Cuando llegó a Bozeman hacía unas horas, se perdió buscando el apartamento de Timmy. Su compañero de piso le dijo que Tim estaba en un partido y que no volvería a casa hasta dentro de unas horas. Así pues, Paul se dirigió al campus y cruzó las praderas que estaban detrás de los edificios. El sol primaveral calentaba el valle y los restos de la nieve anterior se habían derretido y desaparecido. Extendiéndose a su alrededor por todos lados había montañas, preciosos picos blancos que lo rodeaban como un collar de afiladas perlas.

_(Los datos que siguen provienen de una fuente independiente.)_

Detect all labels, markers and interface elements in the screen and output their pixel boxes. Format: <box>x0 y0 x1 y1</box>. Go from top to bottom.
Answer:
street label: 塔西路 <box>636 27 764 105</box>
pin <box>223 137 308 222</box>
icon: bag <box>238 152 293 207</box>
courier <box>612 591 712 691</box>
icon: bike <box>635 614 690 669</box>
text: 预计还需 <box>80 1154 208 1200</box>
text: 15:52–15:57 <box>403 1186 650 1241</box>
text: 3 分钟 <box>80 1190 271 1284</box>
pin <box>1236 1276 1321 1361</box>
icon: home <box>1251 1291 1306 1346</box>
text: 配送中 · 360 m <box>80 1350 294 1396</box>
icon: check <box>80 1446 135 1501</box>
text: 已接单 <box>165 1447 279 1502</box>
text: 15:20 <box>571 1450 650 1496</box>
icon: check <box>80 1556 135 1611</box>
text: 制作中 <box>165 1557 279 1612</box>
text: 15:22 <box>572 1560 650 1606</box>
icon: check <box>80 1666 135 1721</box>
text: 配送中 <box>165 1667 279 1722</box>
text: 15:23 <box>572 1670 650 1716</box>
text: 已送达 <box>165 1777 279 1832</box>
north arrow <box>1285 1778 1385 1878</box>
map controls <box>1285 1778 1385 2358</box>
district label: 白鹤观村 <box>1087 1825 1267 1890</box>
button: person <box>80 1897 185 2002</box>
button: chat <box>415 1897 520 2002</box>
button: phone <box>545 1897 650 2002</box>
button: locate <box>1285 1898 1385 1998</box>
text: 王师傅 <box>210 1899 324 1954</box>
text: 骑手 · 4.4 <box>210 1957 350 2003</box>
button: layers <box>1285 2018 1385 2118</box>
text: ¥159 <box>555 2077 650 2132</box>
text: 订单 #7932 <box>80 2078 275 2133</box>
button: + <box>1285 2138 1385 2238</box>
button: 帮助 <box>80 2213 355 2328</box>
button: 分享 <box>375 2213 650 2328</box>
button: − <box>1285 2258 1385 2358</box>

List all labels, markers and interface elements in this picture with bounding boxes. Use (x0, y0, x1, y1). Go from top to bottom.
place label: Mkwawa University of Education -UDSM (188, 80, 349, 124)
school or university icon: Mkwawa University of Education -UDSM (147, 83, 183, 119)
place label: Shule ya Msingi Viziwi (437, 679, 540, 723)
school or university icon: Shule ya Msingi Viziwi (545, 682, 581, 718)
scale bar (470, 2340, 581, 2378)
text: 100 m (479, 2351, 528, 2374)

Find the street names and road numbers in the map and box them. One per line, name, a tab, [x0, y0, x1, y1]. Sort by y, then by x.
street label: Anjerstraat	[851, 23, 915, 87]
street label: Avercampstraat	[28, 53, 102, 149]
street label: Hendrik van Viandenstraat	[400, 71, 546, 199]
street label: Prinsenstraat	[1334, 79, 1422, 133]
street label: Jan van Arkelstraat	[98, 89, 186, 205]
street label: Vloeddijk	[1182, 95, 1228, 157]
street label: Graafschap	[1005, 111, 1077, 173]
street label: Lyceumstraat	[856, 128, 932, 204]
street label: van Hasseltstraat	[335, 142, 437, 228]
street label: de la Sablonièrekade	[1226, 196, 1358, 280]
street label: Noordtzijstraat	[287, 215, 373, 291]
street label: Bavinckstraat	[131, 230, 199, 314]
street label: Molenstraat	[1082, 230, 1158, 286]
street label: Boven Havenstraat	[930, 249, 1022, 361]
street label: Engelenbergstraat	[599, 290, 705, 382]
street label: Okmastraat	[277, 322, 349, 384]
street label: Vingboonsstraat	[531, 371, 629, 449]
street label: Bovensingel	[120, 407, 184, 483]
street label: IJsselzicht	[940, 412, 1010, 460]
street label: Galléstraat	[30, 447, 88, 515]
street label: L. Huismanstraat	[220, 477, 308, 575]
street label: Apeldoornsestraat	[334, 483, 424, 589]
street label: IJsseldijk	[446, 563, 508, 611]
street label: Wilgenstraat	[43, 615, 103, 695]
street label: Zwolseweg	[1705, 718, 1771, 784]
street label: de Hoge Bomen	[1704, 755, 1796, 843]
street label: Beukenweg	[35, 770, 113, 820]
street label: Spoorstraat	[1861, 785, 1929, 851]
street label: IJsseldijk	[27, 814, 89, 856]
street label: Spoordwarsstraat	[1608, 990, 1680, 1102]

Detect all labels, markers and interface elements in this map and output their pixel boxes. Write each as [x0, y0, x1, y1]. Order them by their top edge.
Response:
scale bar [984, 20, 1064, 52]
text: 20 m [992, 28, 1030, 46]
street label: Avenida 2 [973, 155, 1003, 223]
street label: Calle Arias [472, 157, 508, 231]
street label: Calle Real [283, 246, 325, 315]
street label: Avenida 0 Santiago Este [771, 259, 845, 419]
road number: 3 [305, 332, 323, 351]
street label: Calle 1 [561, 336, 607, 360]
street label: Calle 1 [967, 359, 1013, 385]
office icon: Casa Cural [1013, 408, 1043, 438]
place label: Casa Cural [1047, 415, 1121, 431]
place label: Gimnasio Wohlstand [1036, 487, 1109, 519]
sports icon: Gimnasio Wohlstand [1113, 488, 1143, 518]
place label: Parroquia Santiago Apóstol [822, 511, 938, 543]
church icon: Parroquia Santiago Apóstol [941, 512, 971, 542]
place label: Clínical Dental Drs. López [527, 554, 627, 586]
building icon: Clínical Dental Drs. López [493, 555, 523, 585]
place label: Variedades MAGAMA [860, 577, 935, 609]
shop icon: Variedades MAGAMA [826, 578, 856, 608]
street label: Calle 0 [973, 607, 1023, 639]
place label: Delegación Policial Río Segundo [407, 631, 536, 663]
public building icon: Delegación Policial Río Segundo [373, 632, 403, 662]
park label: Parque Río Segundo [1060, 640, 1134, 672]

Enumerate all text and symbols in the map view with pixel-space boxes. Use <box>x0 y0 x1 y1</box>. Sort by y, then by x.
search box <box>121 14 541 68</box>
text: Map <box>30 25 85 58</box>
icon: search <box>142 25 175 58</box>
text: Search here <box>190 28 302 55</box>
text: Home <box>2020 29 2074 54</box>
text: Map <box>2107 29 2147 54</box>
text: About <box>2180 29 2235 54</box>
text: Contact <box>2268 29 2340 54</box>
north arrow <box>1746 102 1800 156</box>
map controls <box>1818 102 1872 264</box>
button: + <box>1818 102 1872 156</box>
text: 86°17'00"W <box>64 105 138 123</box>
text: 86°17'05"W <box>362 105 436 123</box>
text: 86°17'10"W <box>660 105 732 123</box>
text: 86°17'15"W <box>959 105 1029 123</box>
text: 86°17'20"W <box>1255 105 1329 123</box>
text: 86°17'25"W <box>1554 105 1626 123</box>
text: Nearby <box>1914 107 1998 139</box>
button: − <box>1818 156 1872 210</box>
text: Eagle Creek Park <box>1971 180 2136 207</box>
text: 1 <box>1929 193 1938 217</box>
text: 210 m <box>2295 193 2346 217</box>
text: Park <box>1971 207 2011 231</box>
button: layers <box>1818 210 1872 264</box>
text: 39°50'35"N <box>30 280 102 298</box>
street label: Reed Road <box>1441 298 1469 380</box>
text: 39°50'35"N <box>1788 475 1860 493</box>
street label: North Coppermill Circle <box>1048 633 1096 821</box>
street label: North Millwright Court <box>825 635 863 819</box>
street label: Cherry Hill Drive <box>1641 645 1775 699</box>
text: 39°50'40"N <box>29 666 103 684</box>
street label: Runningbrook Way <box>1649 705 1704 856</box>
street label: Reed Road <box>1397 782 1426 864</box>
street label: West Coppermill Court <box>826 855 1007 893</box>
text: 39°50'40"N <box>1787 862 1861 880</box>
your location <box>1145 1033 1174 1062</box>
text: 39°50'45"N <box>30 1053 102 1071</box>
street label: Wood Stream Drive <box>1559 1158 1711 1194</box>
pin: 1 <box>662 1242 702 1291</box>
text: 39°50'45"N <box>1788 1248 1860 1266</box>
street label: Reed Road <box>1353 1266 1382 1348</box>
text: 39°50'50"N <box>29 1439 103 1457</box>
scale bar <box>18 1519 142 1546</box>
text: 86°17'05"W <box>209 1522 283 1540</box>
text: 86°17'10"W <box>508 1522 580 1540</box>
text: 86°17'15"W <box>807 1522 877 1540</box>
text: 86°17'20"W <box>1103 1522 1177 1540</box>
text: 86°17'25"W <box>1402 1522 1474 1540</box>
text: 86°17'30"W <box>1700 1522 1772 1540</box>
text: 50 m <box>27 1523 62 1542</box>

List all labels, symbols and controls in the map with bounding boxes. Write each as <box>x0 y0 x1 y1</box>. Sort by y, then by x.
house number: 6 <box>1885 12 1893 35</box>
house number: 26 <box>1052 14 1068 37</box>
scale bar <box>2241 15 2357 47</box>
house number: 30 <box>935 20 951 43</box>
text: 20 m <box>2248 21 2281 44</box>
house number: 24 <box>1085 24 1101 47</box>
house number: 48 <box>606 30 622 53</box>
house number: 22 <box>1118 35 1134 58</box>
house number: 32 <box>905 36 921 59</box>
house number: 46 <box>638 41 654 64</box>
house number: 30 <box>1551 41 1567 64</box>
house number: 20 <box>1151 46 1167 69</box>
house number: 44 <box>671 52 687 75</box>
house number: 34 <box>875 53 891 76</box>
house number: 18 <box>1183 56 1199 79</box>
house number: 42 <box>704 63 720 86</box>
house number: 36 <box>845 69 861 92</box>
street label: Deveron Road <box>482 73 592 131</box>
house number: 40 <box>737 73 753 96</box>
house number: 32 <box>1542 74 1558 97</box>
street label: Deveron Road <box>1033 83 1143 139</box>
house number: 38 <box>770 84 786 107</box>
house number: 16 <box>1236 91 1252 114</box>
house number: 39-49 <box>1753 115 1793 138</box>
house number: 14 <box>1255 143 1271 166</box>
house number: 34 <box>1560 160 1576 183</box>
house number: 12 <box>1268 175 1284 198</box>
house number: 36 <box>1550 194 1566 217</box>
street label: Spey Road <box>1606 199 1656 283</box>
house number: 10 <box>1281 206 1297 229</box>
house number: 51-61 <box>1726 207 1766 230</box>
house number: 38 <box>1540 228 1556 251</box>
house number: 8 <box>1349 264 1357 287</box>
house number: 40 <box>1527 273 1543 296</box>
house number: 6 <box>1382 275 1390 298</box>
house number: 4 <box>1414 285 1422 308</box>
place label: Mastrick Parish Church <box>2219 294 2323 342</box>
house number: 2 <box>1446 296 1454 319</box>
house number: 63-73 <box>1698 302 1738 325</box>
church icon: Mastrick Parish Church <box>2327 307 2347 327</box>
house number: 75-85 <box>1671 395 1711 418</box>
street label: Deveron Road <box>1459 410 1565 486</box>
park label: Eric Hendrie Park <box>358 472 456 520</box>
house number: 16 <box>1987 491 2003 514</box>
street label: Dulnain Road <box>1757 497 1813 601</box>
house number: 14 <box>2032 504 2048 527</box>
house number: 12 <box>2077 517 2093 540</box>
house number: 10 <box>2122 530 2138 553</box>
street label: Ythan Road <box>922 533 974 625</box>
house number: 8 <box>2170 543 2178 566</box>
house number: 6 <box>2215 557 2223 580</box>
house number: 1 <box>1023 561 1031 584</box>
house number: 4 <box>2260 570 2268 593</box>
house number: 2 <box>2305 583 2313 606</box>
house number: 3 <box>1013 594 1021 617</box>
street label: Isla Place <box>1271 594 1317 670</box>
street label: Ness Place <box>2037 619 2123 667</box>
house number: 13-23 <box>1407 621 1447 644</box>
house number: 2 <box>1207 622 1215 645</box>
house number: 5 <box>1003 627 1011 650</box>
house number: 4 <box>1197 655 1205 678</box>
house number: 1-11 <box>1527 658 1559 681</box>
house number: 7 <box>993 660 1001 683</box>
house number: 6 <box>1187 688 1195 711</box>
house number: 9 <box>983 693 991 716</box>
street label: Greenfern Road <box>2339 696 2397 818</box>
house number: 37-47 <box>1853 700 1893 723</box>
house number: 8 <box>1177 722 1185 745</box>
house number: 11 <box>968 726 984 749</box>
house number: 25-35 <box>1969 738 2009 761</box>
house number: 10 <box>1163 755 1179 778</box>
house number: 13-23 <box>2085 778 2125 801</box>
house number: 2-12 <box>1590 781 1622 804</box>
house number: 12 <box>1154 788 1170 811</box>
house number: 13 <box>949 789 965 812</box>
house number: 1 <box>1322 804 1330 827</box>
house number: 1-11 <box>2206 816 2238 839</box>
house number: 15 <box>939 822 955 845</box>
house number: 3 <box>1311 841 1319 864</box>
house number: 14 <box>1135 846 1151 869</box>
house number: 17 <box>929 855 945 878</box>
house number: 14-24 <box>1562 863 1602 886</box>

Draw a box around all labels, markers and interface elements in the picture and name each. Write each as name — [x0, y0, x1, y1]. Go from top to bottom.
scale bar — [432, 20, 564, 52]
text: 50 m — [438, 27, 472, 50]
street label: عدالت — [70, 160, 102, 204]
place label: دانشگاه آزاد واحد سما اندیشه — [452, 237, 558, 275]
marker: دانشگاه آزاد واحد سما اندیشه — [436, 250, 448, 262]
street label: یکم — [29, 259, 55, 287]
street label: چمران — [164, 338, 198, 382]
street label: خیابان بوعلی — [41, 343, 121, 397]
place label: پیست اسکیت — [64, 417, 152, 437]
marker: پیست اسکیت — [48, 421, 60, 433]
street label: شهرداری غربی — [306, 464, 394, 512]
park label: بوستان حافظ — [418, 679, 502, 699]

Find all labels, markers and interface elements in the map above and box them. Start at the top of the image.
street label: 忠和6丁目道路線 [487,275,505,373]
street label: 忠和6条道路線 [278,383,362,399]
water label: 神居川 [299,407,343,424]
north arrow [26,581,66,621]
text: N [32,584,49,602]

Vio cómo aparecía un banderín que señalaba un penalty. Su hijo se inclinó hacia delante con las manos en las caderas, recuperando la respiración. Paul pensó que Tim lo había visto, pero un momento después la pelota volvía a estar en juego y su hijo partió como un cometa.

Trató de recordar la última vez que vio jugar a Timmy. En el instituto acudió a varios partidos, pero en el último año apenas fue. Paul se perdió los desempates y prácticamente no apareció hasta el último tiempo del campeonato estatal, donde les ganaron en una tanda de penaltis. Lo que más sintió Joanna fue que él no hubiera visto la mayor parte del partido.

Sonó el silbato final y los jugadores empezaron a abandonar el campo. Paul se acercó a Tim. Él alzó la vista y su rostro se iluminó de sorpresa.

—¡Papá!

Tim se quedó allí parado un momento y Paul se dio cuenta de que se sentía incómodo. Tim extendió la mano, como si fuera a estrechársela a Paul, pero éste se acercó y atrajo a su hijo en un abrazo. Ninguno de los dos dijo entonces una palabra, y empezaron a caminar hasta el aparcamiento.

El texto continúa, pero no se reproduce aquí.